* WHAT IS BEING ASKED:
When you have read the listing, copy all of it without any change.

* MATERIAL TO PROCESS:
------------------------------------------------------------

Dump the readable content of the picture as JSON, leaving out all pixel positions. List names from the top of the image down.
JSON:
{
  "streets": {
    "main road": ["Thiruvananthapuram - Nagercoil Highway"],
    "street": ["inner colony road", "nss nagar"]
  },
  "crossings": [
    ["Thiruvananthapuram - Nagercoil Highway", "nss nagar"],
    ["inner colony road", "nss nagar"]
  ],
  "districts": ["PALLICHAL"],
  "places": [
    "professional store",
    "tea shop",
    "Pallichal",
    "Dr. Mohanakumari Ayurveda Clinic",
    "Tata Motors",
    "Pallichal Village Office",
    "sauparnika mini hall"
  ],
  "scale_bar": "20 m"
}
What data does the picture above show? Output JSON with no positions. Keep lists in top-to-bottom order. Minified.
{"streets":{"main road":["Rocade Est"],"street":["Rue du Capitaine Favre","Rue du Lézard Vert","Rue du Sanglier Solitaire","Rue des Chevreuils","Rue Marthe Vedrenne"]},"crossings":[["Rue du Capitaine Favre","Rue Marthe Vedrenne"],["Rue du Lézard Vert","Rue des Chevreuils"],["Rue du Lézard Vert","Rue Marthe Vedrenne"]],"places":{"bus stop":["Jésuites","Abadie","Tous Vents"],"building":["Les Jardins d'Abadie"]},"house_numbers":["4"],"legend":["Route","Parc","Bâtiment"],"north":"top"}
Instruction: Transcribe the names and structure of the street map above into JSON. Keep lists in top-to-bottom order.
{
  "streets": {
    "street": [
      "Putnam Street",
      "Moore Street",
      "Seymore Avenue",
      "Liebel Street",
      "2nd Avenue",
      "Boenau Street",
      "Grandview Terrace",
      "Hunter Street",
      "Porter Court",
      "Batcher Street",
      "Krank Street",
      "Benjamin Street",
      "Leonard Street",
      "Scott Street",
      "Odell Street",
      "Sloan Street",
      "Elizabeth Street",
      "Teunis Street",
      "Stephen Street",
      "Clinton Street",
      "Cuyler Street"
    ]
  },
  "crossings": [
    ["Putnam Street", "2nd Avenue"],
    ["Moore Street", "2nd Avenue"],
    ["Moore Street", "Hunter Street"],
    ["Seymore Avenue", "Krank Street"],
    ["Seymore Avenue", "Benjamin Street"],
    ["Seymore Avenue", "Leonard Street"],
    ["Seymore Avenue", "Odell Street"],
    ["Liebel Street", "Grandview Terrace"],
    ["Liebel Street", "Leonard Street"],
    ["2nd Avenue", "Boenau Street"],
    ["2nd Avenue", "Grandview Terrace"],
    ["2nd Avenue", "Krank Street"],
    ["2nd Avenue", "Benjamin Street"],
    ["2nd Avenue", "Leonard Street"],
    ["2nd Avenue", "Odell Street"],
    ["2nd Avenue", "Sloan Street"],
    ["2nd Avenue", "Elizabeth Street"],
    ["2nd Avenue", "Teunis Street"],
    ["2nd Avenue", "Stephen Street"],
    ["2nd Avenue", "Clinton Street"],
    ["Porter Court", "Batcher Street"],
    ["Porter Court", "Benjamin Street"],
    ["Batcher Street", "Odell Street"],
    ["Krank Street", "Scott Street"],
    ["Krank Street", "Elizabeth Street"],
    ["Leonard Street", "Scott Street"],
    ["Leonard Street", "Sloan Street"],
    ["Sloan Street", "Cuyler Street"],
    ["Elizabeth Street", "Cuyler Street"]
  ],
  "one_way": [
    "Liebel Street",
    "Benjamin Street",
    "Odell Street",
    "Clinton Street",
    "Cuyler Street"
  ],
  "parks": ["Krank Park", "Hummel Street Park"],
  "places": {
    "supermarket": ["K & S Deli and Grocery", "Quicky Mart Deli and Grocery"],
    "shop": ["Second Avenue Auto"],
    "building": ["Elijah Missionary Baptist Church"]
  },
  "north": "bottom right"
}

------------------------------------------------------------

* WORKED SOLUTION:
Dump the readable content of the picture as JSON, leaving out all pixel positions. List names from the top of the image down.
JSON:
{
  "streets": {
    "main road": ["Thiruvananthapuram - Nagercoil Highway"],
    "street": ["inner colony road", "nss nagar"]
  },
  "crossings": [
    ["Thiruvananthapuram - Nagercoil Highway", "nss nagar"],
    ["inner colony road", "nss nagar"]
  ],
  "districts": ["PALLICHAL"],
  "places": [
    "professional store",
    "tea shop",
    "Pallichal",
    "Dr. Mohanakumari Ayurveda Clinic",
    "Tata Motors",
    "Pallichal Village Office",
    "sauparnika mini hall"
  ],
  "scale_bar": "20 m"
}
What data does the picture above show? Output JSON with no positions. Keep lists in top-to-bottom order. Minified.
{"streets":{"main road":["Rocade Est"],"street":["Rue du Capitaine Favre","Rue du Lézard Vert","Rue du Sanglier Solitaire","Rue des Chevreuils","Rue Marthe Vedrenne"]},"crossings":[["Rue du Capitaine Favre","Rue Marthe Vedrenne"],["Rue du Lézard Vert","Rue des Chevreuils"],["Rue du Lézard Vert","Rue Marthe Vedrenne"]],"places":{"bus stop":["Jésuites","Abadie","Tous Vents"],"building":["Les Jardins d'Abadie"]},"house_numbers":["4"],"legend":["Route","Parc","Bâtiment"],"north":"top"}
Instruction: Transcribe the names and structure of the street map above into JSON. Keep lists in top-to-bottom order.
{
  "streets": {
    "street": [
      "Putnam Street",
      "Moore Street",
      "Seymore Avenue",
      "Liebel Street",
      "2nd Avenue",
      "Boenau Street",
      "Grandview Terrace",
      "Hunter Street",
      "Porter Court",
      "Batcher Street",
      "Krank Street",
      "Benjamin Street",
      "Leonard Street",
      "Scott Street",
      "Odell Street",
      "Sloan Street",
      "Elizabeth Street",
      "Teunis Street",
      "Stephen Street",
      "Clinton Street",
      "Cuyler Street"
    ]
  },
  "crossings": [
    ["Putnam Street", "2nd Avenue"],
    ["Moore Street", "2nd Avenue"],
    ["Moore Street", "Hunter Street"],
    ["Seymore Avenue", "Krank Street"],
    ["Seymore Avenue", "Benjamin Street"],
    ["Seymore Avenue", "Leonard Street"],
    ["Seymore Avenue", "Odell Street"],
    ["Liebel Street", "Grandview Terrace"],
    ["Liebel Street", "Leonard Street"],
    ["2nd Avenue", "Boenau Street"],
    ["2nd Avenue", "Grandview Terrace"],
    ["2nd Avenue", "Krank Street"],
    ["2nd Avenue", "Benjamin Street"],
    ["2nd Avenue", "Leonard Street"],
    ["2nd Avenue", "Odell Street"],
    ["2nd Avenue", "Sloan Street"],
    ["2nd Avenue", "Elizabeth Street"],
    ["2nd Avenue", "Teunis Street"],
    ["2nd Avenue", "Stephen Street"],
    ["2nd Avenue", "Clinton Street"],
    ["Porter Court", "Batcher Street"],
    ["Porter Court", "Benjamin Street"],
    ["Batcher Street", "Odell Street"],
    ["Krank Street", "Scott Street"],
    ["Krank Street", "Elizabeth Street"],
    ["Leonard Street", "Scott Street"],
    ["Leonard Street", "Sloan Street"],
    ["Sloan Street", "Cuyler Street"],
    ["Elizabeth Street", "Cuyler Street"]
  ],
  "one_way": [
    "Liebel Street",
    "Benjamin Street",
    "Odell Street",
    "Clinton Street",
    "Cuyler Street"
  ],
  "parks": ["Krank Park", "Hummel Street Park"],
  "places": {
    "supermarket": ["K & S Deli and Grocery", "Quicky Mart Deli and Grocery"],
    "shop": ["Second Avenue Auto"],
    "building": ["Elijah Missionary Baptist Church"]
  },
  "north": "bottom right"
}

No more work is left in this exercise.